Universities are knowledge-producing communities, and to engage actively with their regions, they need to integrate regional partners effectively into their knowledge activities. This requires understanding the ways that universities function as organisations, how they manage their knowledge creation, circulation and transfer activities in teaching and research and how external partners can be involved in these activities in ways that enrich those core knowledge production activities. There are always tensions and trade-offs to be made in balancing regional engagement with internationalisation and excellence, whilst the challenge remains how to get beyond what Arnoud Lagendijk & Paivi Oïnas memorably called the ‘happy family stories’ of regional development in successful regions.
That has been the focus of my research in the last eight or so years, looking at how universities as organisations engage in regional innovation strategies and coalitions, particularly at time when the policy orthodoxy is that universities should be absolutely core regional economic development partners.

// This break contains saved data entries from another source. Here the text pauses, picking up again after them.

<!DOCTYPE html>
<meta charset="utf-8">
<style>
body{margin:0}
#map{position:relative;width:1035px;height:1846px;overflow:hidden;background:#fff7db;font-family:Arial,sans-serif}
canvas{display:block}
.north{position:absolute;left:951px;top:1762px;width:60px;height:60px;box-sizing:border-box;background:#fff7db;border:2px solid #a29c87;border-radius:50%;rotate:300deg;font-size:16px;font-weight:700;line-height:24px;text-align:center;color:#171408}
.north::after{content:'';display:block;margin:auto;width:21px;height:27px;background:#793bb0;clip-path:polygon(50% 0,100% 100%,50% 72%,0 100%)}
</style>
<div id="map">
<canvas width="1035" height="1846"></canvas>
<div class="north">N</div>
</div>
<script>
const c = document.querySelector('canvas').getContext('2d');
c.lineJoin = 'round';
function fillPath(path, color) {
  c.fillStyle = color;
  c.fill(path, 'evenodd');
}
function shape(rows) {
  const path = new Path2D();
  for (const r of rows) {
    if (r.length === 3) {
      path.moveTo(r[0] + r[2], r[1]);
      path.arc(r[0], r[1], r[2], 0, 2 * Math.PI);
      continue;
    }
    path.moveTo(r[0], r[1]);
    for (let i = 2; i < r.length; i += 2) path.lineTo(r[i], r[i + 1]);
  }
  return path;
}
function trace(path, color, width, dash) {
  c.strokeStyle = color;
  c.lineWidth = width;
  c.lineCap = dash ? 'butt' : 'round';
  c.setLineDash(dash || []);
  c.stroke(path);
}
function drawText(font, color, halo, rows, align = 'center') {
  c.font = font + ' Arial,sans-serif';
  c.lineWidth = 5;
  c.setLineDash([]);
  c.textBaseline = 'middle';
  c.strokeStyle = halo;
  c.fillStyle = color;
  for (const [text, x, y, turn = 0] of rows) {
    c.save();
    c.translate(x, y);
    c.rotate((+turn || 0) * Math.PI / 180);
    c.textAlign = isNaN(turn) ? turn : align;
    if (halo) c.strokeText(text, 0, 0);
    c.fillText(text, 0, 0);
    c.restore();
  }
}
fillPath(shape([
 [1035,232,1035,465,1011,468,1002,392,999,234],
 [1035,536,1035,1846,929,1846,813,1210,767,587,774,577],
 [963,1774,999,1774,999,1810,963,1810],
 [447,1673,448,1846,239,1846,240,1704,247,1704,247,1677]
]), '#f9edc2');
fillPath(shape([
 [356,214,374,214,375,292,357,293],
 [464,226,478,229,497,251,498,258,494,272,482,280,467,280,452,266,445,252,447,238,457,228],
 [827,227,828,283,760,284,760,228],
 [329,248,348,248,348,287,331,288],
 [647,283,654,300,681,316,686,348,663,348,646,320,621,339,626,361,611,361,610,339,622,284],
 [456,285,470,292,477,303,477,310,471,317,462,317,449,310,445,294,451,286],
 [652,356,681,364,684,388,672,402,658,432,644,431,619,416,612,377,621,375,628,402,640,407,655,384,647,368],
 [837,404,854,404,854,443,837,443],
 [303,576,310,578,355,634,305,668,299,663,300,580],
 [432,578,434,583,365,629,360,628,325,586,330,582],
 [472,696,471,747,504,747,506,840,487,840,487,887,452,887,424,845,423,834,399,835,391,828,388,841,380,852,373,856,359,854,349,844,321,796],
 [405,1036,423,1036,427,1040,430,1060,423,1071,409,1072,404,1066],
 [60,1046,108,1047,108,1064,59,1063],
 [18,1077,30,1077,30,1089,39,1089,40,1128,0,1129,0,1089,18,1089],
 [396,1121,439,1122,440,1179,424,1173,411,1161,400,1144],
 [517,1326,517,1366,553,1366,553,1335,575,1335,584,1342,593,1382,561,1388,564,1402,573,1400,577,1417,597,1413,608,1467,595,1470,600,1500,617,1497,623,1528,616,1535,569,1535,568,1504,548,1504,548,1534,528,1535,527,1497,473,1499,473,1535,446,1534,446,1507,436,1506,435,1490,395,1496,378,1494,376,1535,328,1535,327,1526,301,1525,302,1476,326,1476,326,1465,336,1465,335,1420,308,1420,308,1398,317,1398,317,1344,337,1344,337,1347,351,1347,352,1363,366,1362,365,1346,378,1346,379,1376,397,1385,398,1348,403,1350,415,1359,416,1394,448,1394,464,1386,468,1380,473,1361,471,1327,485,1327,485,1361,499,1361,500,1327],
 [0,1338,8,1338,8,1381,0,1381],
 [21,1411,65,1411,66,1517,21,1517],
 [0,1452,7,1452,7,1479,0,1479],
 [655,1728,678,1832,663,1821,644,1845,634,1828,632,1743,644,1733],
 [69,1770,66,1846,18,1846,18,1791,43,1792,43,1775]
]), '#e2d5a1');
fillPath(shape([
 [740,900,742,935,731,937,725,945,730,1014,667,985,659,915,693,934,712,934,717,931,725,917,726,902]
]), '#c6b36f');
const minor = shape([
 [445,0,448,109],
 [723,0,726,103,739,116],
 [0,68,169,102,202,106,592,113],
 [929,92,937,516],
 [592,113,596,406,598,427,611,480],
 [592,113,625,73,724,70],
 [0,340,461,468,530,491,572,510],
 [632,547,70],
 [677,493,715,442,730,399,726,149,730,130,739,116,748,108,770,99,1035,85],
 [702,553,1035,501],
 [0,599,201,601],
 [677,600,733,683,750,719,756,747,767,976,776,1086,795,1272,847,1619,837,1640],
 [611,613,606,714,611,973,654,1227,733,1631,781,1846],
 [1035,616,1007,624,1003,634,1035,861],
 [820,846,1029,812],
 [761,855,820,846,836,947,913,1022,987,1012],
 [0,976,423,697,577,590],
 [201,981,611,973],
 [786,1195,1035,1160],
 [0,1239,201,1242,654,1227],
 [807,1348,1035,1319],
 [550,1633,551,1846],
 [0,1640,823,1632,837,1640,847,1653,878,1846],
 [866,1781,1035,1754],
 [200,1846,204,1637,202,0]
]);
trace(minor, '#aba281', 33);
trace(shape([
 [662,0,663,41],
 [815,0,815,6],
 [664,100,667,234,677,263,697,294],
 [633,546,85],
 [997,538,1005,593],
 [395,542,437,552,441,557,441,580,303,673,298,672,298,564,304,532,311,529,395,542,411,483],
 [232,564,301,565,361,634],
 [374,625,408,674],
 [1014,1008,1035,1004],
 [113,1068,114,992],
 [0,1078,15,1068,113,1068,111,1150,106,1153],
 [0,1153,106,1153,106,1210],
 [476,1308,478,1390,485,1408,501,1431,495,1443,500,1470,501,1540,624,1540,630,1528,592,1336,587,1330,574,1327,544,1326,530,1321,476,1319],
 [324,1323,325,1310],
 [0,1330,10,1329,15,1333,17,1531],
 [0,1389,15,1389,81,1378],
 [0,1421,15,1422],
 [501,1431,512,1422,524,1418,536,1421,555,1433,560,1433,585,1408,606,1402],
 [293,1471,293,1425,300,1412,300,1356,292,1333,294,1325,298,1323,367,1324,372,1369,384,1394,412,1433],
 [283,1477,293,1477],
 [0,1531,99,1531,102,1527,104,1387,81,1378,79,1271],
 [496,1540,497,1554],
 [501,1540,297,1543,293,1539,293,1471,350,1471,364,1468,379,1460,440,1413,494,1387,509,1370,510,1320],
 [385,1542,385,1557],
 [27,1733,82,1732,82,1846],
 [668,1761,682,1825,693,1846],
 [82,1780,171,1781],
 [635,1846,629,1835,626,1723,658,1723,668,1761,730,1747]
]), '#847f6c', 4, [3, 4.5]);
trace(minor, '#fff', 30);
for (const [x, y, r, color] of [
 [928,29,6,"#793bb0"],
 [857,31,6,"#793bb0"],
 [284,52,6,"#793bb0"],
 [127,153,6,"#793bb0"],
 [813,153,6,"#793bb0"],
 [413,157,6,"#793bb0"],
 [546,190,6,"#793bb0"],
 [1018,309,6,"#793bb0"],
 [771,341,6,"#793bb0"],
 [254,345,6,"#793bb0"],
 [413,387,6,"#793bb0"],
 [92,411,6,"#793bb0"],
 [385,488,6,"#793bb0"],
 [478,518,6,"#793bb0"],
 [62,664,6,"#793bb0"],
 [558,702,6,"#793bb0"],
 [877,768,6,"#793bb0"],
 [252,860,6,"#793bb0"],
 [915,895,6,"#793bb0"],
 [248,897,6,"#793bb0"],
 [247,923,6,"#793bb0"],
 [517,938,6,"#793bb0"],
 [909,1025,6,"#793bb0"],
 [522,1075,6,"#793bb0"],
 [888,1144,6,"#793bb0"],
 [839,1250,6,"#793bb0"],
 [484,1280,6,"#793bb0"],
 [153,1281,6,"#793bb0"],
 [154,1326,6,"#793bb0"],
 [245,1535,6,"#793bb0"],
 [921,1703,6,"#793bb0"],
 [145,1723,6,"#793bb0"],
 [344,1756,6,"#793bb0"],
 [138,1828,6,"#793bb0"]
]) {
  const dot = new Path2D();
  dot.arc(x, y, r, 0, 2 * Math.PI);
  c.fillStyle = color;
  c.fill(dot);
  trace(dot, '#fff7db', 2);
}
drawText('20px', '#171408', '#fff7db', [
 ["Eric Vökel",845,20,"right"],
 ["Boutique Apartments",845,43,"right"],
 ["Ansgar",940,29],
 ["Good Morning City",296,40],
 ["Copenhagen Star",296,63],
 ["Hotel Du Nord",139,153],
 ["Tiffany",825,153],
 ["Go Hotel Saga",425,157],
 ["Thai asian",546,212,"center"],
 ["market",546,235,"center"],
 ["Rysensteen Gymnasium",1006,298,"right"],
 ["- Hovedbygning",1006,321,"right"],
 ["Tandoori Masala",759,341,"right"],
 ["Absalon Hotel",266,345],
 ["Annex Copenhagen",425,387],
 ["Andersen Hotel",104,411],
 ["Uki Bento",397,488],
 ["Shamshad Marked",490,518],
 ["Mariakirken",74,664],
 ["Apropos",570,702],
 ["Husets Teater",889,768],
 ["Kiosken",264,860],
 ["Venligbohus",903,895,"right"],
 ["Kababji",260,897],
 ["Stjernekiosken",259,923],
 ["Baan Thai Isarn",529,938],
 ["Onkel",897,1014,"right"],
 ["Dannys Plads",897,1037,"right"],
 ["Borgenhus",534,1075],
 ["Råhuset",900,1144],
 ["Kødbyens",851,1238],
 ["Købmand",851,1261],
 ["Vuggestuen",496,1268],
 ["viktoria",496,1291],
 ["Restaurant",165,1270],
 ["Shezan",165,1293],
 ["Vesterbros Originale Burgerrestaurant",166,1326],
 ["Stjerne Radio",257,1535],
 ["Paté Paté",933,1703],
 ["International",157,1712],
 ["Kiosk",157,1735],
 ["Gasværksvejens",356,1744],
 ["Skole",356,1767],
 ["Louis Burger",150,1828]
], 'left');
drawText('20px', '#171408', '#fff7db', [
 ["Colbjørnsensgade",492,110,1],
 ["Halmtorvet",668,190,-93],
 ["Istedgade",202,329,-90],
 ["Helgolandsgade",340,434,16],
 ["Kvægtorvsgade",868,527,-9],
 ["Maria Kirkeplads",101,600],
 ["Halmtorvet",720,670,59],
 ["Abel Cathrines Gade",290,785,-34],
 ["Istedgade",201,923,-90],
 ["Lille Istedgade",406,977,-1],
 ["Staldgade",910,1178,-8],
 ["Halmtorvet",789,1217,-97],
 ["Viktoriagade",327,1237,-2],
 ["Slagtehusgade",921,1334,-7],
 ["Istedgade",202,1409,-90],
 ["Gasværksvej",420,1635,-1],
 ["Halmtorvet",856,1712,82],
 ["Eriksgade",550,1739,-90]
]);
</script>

And that is the focus of my new edited volume on the RSA Cities & Regions series Universities and regional economic development: engaging with the periphery. Bringing together cases from Norway, the Czech Republic, Portugal, Finland, Estonia, and the Dutch-German border region, the volume provides a detailed empirical exploration of the ways in which universities may or may not be able to resolve these tensions and play these desired regional roles.
This book has three main messages for researchers, policy-makers and practitioners. For researchers there is a need to understand the roles played by institutional entrepreneurs in mobilising and sustaining new kinds of shared knowledge assets that can boost regional competitiveness. Policy-makers should embrace a more means-led rather than ends-led approach to strategy-making – particularly around entrepreneurial discovery processes – that seek to take a ‘good’ next step than strive for the ideal but undeliverable strategy. And universities should build from the bottom-up, identifying ways in which they can incorporate regional activities to enrich their own knowledge production processes and make them an essential element of their institutional strategies.
Paul Benneworth (@heravalue) is a senior researcher at the Center for Higher Education Policy Studies, University of Twente, the Netherlands, and at NORCE, Kristiansand, Norway. Paul’s research focuses on the dynamics of innovation and regional development and in particular the ways in which cooperations and coalitions function in supporting regional innovation processes. He has been chief scientist of projects for a range of research funders. He has published more than thirty peer-reviewed scientific articles in the last decade, serves as reviewer for a range of journals, research councils and funding agencies and currently acts as special scientific adviser to research council funded projects in Norway, Austria and Belgium.